Each booth leaned on the source game’s own mechanics: Genshin Impact’s archery trials, Sultan’s Game’s gacha-and-task combo, JX Online 3’s historical gardens reconstructed within a real park. Layered on top was a unified worldbuilding – quest boards, NPCs, resupply stations – knitting dozens of IPs into a single, coherent island narrative.




For Xiaohongshu, REDLAND wasn’t just cosplay photo-ops and merch tables. According to Xiaohongshu, the platform has seen anime content grow 175% and gaming posts up 168% in the past year, becoming its third- and fourth-largest categories. Its July rebrand, from “Your Life Guide” to “Your Life Interest Community”, set the stage for REDLAND as a live stress test of whether an online interest graph could manifest as a physical, immersive space.

The audience here isn’t the traditional ACG consumer, but what Xiaohongshu frames as the “2.5D” crowd – fans who embed IPs into daily life, from costumed café visits to game character birthday celebrating events. For this group, REDLAND offered more than a place to browse. In an internal interview, a lead creator from Xiaohongshu’s community marketing team said they wanted to create a “ita space” for the anime and gaming crowd. “People often feel that non-mainstream, non–‘normie’ users have their own spiritual world and personal space. So we thought – why not build a real-world space, an island, just for them? That’s how the concept of the ‘Pain Island’ came about.”

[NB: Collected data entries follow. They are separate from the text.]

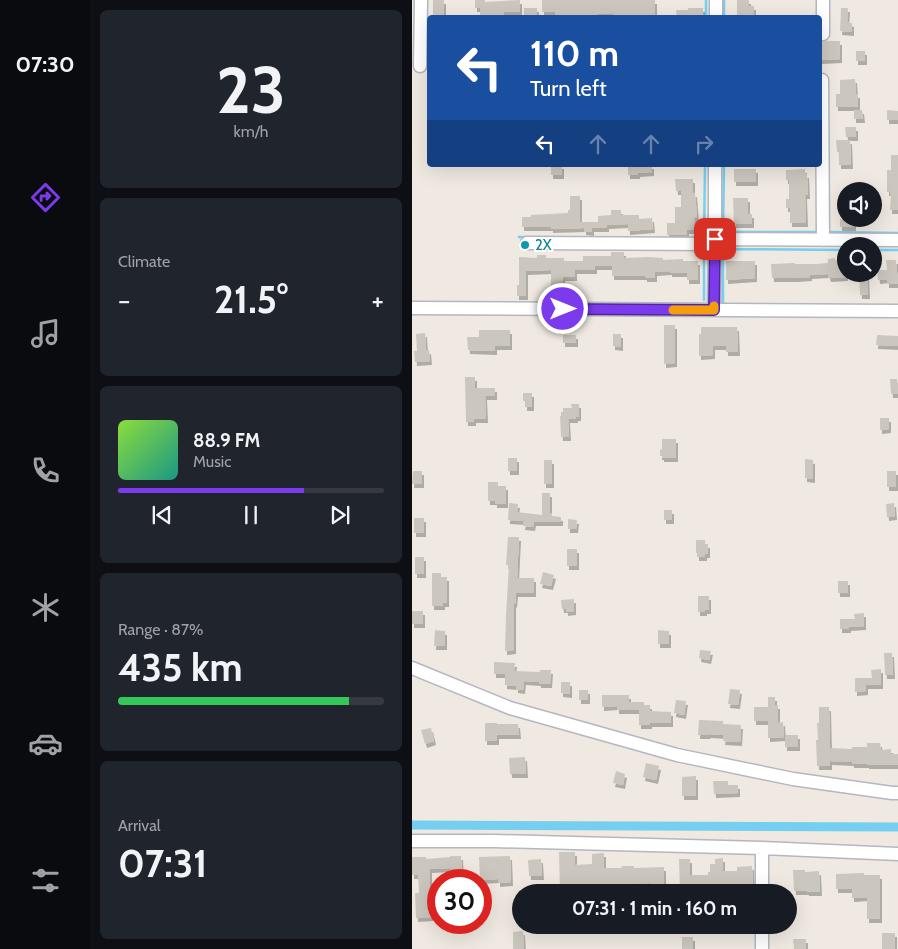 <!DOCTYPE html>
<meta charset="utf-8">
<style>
body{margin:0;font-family:Cabin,sans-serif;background:#20242c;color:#f1f3f6;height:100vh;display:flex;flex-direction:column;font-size:19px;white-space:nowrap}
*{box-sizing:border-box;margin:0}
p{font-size:16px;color:#9ea1a6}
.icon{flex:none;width:28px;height:28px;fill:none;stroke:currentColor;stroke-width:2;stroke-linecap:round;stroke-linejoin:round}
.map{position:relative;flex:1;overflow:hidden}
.panel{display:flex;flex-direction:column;gap:10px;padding:10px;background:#0d0f14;width:322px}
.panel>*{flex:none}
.top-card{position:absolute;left:15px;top:15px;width:395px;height:152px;border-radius:5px;box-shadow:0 5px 20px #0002;background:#1a4fa0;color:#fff;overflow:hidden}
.fabs{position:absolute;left:425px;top:182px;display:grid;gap:10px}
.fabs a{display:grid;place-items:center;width:45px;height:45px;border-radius:50%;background:#171b24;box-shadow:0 5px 20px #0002;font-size:25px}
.speed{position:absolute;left:15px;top:869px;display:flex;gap:10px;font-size:25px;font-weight:700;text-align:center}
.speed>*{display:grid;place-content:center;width:65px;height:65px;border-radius:50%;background:#171b24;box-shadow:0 5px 20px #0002;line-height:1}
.speed .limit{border:8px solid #d22;background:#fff;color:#111}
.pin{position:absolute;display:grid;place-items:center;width:42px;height:42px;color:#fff;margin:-21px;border-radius:10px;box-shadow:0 2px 8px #0006}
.me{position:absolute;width:55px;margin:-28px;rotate:90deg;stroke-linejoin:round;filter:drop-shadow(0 0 4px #0008)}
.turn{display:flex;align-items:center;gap:18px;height:105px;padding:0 20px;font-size:22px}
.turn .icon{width:65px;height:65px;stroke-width:2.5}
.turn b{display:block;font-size:35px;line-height:42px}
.lanes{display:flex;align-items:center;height:48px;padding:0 20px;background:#0003;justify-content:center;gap:25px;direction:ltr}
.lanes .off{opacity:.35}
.big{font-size:38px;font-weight:700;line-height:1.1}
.panel .widget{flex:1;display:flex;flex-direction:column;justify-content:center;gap:8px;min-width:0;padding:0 18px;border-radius:8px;background:#20242c}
.panel .dial{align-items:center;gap:0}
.dial b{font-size:65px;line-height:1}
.song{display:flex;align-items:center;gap:15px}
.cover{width:60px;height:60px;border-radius:8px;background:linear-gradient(135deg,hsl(90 70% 55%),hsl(170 70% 35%))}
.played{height:5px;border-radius:2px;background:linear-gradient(90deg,#7c3aed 70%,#363941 70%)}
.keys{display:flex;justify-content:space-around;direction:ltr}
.heat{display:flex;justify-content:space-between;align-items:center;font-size:28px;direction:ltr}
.charge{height:8px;border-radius:4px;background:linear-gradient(90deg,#34c759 87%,#363941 0)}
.trip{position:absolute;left:100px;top:884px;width:285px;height:50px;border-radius:25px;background:#171b24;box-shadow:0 5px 20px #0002;font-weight:700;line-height:50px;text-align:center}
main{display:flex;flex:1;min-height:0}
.tab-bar{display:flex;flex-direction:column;width:90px;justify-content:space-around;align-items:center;background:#090b0e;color:#9ea1a6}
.tab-bar .icon{width:35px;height:35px}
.tab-bar .current{color:#7c3aed}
.tab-bar b{font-size:22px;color:#f1f3f6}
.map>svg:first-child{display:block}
</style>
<main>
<nav class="tab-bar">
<b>07:30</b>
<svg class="icon current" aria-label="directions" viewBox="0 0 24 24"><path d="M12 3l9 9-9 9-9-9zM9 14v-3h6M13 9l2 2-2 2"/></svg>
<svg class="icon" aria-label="music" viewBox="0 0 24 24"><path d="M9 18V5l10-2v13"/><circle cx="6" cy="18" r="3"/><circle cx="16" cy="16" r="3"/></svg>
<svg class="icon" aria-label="phone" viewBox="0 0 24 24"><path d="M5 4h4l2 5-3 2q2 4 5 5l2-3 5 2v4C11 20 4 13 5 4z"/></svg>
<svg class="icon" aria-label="climate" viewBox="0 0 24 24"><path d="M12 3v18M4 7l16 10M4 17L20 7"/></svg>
<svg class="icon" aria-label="car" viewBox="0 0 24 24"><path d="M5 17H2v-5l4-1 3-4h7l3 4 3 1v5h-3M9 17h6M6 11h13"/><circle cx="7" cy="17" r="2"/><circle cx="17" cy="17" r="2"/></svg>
<svg class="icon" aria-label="filters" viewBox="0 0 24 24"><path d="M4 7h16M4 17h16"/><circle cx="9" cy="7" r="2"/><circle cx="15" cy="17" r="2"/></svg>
</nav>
<section class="panel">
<div class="widget dial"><b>23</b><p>km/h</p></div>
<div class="widget"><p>Climate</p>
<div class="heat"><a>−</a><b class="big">21.5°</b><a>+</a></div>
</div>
<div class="widget">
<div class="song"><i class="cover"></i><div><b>88.9 FM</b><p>Music</p></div></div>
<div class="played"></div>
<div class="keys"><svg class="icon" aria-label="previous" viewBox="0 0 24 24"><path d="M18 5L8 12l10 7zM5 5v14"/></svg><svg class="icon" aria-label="pause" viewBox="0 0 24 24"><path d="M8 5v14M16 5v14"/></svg><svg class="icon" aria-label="next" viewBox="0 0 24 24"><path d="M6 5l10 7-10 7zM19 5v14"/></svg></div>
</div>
<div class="widget"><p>Range · 87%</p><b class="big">435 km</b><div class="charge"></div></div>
<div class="widget"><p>Arrival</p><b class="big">07:31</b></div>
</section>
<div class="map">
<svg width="486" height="949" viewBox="0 0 486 949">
<defs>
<filter id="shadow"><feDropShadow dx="2" dy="4" stdDeviation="0" flood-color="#0004"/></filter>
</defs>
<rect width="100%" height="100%" fill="#efe9e1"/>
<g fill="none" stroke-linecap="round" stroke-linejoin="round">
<!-- stream -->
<path stroke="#75cff0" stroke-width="2.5" d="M294 18V0
M312 18V0
M311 232H405
M311 232 312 165
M416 232 486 233
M107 237H115
M292 238 293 165
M311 249 434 250
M461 250H486
M292 300V249
M311 304V246"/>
<!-- canal -->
<path stroke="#75cff0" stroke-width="9" d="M0 825 486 827"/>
</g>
<!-- building -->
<path fill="#cbc7bf" filter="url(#shadow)" d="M21 0H32V18H21Z
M63 0H73V2L108 0V12H92V18H68V8H63Z
M130 0H243V18H234L233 15H201V13L186 14V18H171V15H143V12H130Z
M325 0H337V6H342V18H325Z
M112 8H125V18H114V16H112Z
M276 8H291V18H265L264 10H276Z
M429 8H436L435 22 440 23V32L428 31Z
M408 41H428V59L408 60Z
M444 51H453V61H444Z
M443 79 444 94H446V107H424V94H428V80Z
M442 110H450L451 119H442Z
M475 110 486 111V120H475Z
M433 127H444V137H434Z
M424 140H438L439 165H427V152H425Z
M479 155H486V210H478L479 192H475V170H479Z
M139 165H150V175H139Z
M216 165H240V172L226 173V175H216Z
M322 169H344V182H322Z
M393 169V174H395L396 195H393L394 223H378V208H374V199H377V180H374V170Z
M263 179H281V193H283L285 218H282L283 230H275V235H255V223H263V207H269V191H264Z
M158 196H168V222H186V216L199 215V210H209V215H227V219L240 218 241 229 216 231V224L195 225V228H180V232L172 231V228L139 229V227H110V217H119V215L156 213V210H158Z
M321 198H336V214H340V224H322Z
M428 219H442V227H428Z
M199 252H212V258L236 257 251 258V260L271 259V261H286V280H275V273H258V271L243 272V278H233V276H200V266H183V270H163V277H151V289H148V291H139V270L114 271V296H105V285H107V257L125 258V255H134V258H152V261H171V256H199Z
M423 258V260H427V262H434V277L417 278 416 274 398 275V277L384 278H360L359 264 383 263V264H404L416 263V259Z
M474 260H484L486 284H475V279L466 280 465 270H475Z
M314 261H343V278L314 280Z
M447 274H455L456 295H448Z
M252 325H263V363L252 364Z
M289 327H325L326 352H314V346H301V355L287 356V334H289Z
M67 330H98V346H83V351L56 350 55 337H67Z
M13 333 14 350H17L18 361 3 362 2 351H5L4 334Z
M201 334H209V347L201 346Z
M151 335H164V343H151Z
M465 335 486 336V346L464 345Z
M53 377H63V388H83V396H73L74 419H62V422H54Z
M478 379H485L486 394H479Z
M111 393H120V407H113V401H111Z
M159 404H167V417H164V419H156L157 437H149L148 416H149V412H151V408H160Z
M468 418H477V429L468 430Z
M250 439H264V458H250V456H248V450L250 449Z
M96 458H105V471H96Z
M393 459 401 460V479L393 478Z
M132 460H140V484H132Z
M1 471H10V484H0Z
M475 471H484V487H475Z
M76 482H86V486H94V504H83V501H76Z
M130 493H138V513H140V516L149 517V522H122L121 527 111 526 112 521 96 520 97 503 106 504 105 512 130 515Z
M482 503 483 516 475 517 474 504Z
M252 510H260V520H252Z
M2 518H12V533H2Z
M156 519 165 520 164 529H156Z
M96 537H107L105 578H122V593H104L103 604 102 603V650L93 651 94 615 97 565H94Z
M284 540H293V544H296V554H293V557H285V553H284Z
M155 549H165V566H155Z
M3 557H12V574H3Z
M131 572 142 575 139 586 128 584Z
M20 573H29V577H35V603H31V606H20Z
M426 581H436V593H426Z
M286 596H297V610H293V612H286Z
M162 599V611L154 612V609H150L149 600Z
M0 611H11V624H0Z
M452 613V626L437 627V629H428V619H443L442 614Z
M23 630 33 631V646H22Z
M246 630 257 631V644H246Z
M288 650 299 651 297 660 287 658Z
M472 653H480L481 675H473Z
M82 662 103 663 102 671 128 672V670H139L138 684H127V682L112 681 111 690 104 689V686L93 685V674H82Z
M469 669V685H454V691L443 692V678H460L459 670Z
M149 682H158V694L149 693Z
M318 689 328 690 326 705 316 704Z
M167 690H176V700H167Z
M190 695H217V702H232V705H238V711L259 712V723H238V725H227V710H205V706L190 707Z
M356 697H363V705H366V723L371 722 372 737 356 738V721H342V707H356Z
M264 700 274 701 272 715 262 713Z
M407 707H417L418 748 440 749V747H455V743H468L469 750 479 749V754H486V765H455V764H440V762L418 761V766H405L404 740H406L405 723H407Z
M287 720 311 721V724L329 725 328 742 311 741 312 735 297 734 296 735H286Z
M73 723H85V724H106L107 735H85V741H73Z
M19 728 22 741 13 744 9 730Z
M373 735H386V747H373Z
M113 757 114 774H98L97 758Z
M234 763 247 766 244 780 231 777Z
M204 771 213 774 211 785 201 783Z
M284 776V796H270V777Z
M301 781H316V785H326V793L302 794Z
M147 852H163V865L180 864V854L192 853V868H210L209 866H222V868L252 867V888H238V883L207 884V887H193V891L148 892Z
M38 856H49L50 875 39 876 38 868 18 869V896H26V910H19V917L4 918 3 893H7L6 875H0V857H14V859L38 857Z
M98 856 99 882 86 883V879L68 880 67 857Z
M311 858V871H325V867L340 866 341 892H326L325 889H310V892H297V887H278V892H268L267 859H278V875H296V872H298V864H303V859Z
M129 859 130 876H117L116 860Z
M381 870H393V872L407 871 408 892H395V891H382Z
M452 873V875H468V919H455V897L440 898V889H424V874Z
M111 931 112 949H101V932Z
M470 933H483V949H470Z
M270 937H281V949H270Z
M381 939H394V949H382Z"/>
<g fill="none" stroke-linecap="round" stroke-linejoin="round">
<defs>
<path id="minor" d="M304 18V0
M411 34V0
M8 66 9 0
M410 80 411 240
M303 239 486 240
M115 243 303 244
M0 308 486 311
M302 310 303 239V165
M0 668 98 708 265 755 381 779 480 793H486
M0 841H83L350 848 486 854
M350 892V848
M350 949V925"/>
</defs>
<!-- minor casing -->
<use href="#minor" stroke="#b4b7c1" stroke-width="15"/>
<!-- minor -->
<use href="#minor" stroke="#fff" stroke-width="12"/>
</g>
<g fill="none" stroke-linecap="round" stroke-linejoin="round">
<defs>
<path id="route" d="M151 309 302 310 303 239"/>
</defs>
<!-- route casing -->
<use href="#route" stroke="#51269a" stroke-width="12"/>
<!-- route -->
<use href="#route" stroke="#7c3aed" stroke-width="9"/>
<!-- slow -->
<path stroke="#f59e0b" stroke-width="9" d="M261 310H302V306"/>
</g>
<!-- markers -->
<circle fill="#0f9aa8" stroke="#fff" stroke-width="2" cx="113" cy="245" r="5"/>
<g text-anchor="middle" stroke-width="4" stroke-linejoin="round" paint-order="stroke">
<!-- culture labels -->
<g font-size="15" fill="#0d838f" stroke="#fff" text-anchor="start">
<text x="123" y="250">2X</text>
</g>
</g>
</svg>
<div class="fabs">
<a><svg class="icon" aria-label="sound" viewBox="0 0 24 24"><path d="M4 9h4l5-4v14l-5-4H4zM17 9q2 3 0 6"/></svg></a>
<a><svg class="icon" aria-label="search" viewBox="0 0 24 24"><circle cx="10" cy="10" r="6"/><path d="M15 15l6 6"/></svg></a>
</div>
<div class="speed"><div class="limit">30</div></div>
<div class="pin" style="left:303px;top:239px;background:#d93025"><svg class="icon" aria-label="arrive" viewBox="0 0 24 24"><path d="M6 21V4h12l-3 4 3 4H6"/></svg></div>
<svg class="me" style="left:151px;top:309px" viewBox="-20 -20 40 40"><circle r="17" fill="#7c3aed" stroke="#fff" stroke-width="3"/><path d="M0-11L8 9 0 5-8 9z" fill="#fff"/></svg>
<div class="trip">07:31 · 1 min · 160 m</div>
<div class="top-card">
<div class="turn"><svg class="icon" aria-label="left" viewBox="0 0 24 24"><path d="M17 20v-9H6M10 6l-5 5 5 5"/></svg><div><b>110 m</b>Turn left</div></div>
<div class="lanes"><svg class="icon" aria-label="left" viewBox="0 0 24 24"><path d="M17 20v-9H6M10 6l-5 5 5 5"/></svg><svg class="icon off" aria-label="ahead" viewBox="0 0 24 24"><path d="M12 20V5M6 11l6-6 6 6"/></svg><svg class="icon off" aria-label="ahead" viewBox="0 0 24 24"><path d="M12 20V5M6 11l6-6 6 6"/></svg><svg class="icon off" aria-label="right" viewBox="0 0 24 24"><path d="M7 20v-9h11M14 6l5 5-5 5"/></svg></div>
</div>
</div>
</main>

Over the past year, Xiaohongshu has been actively expanding into the gaming vertical. Starting in 2024, the platform launched the #I’mMakingGamesOnXiaohongshu campaign for independent game developers. The initiative brought 1,351 game creators from China and abroad onto the platform and incubated 38 creators with over 100,000 followers to engage with the community. In July 2024, Xiaohongshu made its debut at ChinaJoy, one of the largest gaming expos in the country.
Another departure from typical conventions was its ticketing model. Only a small portion of REDLAND tickets were sold, while the vast majority were given away for free through a quiz on the Xiaohongshu platform. “For our very first REDLAND, selling tickets wasn’t the point. We’d rather hand them out through a fun in-app quiz so more people come, play around, and interact. We had a total of 70,000 tickets this time, and roughly 70 to 80 percent were given away for free inside the app, with only about 20 percent actually sold.” One of the event’s creators explained.
Execution wasn’t flawless: the heat strained both visitors and cosplayers, some interactions felt missing the point, and the role system’s purpose sometimes was unclear. But as an attempt to break the stagnation of China’s offline ACG events, which are often trapped in the photo-op plus merch loop, REDLAND was a bold social experiment.